■ EXERCISE
Track down each line below containing the string "Math" and copy it.

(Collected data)

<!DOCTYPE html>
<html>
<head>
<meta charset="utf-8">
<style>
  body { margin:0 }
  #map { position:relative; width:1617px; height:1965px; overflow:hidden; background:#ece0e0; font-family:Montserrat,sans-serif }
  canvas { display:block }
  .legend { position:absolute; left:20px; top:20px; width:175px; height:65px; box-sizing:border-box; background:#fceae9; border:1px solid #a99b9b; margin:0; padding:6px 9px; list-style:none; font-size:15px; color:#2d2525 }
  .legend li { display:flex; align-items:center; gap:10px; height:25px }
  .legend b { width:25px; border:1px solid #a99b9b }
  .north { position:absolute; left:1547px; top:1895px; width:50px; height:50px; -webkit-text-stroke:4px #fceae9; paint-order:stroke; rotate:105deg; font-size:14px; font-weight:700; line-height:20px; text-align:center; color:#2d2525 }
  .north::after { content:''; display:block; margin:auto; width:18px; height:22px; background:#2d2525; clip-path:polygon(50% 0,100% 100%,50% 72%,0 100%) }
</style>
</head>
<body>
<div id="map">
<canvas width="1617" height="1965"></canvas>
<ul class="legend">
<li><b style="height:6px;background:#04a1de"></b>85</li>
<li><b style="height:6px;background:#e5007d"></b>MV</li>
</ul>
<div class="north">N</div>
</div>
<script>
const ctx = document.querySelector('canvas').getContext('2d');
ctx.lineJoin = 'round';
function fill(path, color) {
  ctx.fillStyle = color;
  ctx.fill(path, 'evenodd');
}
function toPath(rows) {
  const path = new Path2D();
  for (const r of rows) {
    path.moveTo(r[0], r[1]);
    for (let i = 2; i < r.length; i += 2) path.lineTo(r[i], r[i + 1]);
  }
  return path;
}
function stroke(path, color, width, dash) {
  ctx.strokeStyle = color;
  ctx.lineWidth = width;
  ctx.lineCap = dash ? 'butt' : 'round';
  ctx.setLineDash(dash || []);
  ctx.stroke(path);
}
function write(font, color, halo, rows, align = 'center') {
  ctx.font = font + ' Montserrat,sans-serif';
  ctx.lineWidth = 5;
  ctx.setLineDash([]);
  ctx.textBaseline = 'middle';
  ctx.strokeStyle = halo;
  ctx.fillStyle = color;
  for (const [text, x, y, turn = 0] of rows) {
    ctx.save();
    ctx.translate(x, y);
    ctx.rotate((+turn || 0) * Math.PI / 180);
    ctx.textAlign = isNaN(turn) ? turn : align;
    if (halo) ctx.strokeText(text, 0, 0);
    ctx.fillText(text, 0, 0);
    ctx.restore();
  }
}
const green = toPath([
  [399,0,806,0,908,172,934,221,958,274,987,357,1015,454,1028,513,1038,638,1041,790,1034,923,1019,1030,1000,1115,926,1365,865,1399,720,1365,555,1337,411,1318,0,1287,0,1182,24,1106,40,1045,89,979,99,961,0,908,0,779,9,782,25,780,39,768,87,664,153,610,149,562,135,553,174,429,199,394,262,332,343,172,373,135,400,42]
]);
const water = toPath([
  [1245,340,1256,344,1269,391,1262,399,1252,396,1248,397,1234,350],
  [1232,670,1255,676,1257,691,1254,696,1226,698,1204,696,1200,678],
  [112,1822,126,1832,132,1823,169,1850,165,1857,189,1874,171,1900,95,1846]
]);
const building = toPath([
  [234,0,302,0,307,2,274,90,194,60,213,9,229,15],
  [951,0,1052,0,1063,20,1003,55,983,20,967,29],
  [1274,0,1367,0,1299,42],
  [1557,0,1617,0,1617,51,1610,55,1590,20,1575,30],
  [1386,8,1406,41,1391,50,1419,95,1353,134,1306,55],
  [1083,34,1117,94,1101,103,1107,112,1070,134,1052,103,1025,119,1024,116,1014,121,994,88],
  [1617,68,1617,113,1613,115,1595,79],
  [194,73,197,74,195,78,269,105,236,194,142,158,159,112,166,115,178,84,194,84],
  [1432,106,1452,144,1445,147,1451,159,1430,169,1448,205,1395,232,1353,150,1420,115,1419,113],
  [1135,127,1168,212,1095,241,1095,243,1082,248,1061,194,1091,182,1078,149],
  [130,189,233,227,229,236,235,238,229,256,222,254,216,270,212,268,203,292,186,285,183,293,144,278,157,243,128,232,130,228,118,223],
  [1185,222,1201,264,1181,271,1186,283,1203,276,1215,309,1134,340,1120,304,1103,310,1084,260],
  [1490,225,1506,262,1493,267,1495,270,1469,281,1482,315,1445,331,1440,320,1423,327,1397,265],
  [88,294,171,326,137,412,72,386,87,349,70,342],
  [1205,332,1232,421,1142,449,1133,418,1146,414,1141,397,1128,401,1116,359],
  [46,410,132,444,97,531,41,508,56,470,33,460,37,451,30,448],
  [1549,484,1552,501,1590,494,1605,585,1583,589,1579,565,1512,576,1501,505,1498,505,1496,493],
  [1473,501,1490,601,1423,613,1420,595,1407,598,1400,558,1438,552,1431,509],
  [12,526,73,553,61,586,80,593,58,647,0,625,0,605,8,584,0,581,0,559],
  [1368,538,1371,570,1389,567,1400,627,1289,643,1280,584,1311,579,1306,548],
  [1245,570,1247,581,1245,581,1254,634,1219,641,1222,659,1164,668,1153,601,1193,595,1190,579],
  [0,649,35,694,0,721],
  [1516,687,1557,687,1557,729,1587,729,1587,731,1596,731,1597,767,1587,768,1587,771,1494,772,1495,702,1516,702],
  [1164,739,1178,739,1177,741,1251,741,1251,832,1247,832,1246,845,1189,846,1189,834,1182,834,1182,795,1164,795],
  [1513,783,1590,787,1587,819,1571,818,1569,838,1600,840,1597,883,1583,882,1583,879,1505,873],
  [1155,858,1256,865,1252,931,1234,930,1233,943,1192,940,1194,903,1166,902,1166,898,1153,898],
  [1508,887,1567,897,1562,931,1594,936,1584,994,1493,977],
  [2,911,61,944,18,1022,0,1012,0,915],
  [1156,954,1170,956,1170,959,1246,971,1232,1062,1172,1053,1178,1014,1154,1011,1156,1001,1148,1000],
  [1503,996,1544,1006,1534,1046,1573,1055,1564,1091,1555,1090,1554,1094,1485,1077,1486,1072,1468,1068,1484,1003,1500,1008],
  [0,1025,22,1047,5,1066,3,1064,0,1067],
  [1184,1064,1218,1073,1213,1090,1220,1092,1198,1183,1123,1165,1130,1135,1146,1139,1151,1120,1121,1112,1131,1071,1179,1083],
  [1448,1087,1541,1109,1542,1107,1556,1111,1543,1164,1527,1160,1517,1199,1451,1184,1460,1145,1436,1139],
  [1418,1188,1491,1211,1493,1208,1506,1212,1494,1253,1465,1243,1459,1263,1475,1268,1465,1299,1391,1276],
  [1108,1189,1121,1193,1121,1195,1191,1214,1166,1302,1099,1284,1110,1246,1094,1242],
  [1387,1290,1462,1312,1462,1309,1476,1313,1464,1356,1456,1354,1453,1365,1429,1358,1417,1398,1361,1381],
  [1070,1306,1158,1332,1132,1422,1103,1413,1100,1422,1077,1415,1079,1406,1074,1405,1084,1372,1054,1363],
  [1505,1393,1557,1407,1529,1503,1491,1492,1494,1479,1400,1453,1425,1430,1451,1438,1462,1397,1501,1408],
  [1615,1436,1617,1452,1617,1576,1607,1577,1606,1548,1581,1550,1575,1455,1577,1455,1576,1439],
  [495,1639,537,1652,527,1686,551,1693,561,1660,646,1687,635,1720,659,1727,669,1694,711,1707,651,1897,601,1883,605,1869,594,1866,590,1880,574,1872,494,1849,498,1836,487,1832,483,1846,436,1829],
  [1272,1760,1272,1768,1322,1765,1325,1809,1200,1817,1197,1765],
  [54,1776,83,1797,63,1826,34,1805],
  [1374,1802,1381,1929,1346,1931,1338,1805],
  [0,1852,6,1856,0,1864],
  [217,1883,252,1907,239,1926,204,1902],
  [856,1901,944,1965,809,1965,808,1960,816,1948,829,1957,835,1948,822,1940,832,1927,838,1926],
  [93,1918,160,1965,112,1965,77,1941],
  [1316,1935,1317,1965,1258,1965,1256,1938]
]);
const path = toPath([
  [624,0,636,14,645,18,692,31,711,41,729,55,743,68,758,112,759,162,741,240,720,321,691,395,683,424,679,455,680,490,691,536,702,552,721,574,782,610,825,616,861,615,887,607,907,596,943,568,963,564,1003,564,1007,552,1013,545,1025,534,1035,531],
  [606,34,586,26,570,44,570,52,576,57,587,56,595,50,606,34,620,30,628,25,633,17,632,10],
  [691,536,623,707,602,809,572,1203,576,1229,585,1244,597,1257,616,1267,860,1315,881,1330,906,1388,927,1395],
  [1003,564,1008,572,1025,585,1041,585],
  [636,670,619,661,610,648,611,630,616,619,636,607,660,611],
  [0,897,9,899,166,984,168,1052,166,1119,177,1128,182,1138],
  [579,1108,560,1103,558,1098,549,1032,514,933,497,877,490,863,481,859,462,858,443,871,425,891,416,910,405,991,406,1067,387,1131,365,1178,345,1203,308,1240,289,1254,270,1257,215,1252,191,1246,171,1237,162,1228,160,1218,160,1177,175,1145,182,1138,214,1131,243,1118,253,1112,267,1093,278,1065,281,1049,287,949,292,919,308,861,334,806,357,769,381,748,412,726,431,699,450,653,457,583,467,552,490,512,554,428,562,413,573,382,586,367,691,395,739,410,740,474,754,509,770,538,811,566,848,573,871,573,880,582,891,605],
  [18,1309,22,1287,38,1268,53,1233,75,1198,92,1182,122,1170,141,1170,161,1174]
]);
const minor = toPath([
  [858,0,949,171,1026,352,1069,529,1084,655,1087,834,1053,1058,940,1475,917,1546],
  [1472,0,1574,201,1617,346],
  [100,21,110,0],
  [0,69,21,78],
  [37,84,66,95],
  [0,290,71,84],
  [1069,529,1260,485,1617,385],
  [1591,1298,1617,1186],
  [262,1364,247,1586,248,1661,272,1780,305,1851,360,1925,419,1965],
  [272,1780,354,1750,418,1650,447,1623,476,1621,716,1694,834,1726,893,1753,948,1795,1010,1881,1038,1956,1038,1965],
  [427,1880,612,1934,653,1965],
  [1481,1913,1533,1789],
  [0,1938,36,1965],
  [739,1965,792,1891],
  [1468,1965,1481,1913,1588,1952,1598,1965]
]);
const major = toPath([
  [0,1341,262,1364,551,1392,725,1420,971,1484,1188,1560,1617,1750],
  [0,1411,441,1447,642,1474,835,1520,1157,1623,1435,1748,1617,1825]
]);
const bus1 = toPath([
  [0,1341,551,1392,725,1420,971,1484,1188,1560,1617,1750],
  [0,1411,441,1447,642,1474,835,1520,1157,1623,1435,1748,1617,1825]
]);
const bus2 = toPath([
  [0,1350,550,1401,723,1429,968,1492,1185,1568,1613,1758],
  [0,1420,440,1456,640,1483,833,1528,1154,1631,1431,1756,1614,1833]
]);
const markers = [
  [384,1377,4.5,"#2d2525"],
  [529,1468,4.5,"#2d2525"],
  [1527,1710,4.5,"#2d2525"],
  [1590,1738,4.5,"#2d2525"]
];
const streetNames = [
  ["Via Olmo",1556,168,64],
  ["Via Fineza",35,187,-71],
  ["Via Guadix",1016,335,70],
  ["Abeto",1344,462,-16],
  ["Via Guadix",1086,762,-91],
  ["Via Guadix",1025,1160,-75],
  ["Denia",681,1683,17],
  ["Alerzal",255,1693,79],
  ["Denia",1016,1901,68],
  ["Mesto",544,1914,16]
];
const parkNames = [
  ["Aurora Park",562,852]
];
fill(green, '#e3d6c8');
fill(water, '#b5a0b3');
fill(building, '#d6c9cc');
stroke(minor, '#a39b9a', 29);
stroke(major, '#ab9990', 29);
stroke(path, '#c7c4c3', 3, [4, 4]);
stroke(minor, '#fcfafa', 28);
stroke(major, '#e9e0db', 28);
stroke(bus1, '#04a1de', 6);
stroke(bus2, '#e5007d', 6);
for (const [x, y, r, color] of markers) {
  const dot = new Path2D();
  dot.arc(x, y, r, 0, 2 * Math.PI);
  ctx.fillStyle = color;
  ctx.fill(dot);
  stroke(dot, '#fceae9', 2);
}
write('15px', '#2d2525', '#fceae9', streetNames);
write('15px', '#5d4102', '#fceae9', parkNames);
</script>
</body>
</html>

■ THE COMPLETED TASK
    ctx.rotate((+turn || 0) * Math.PI / 180);
  dot.arc(x, y, r, 0, 2 * Math.PI);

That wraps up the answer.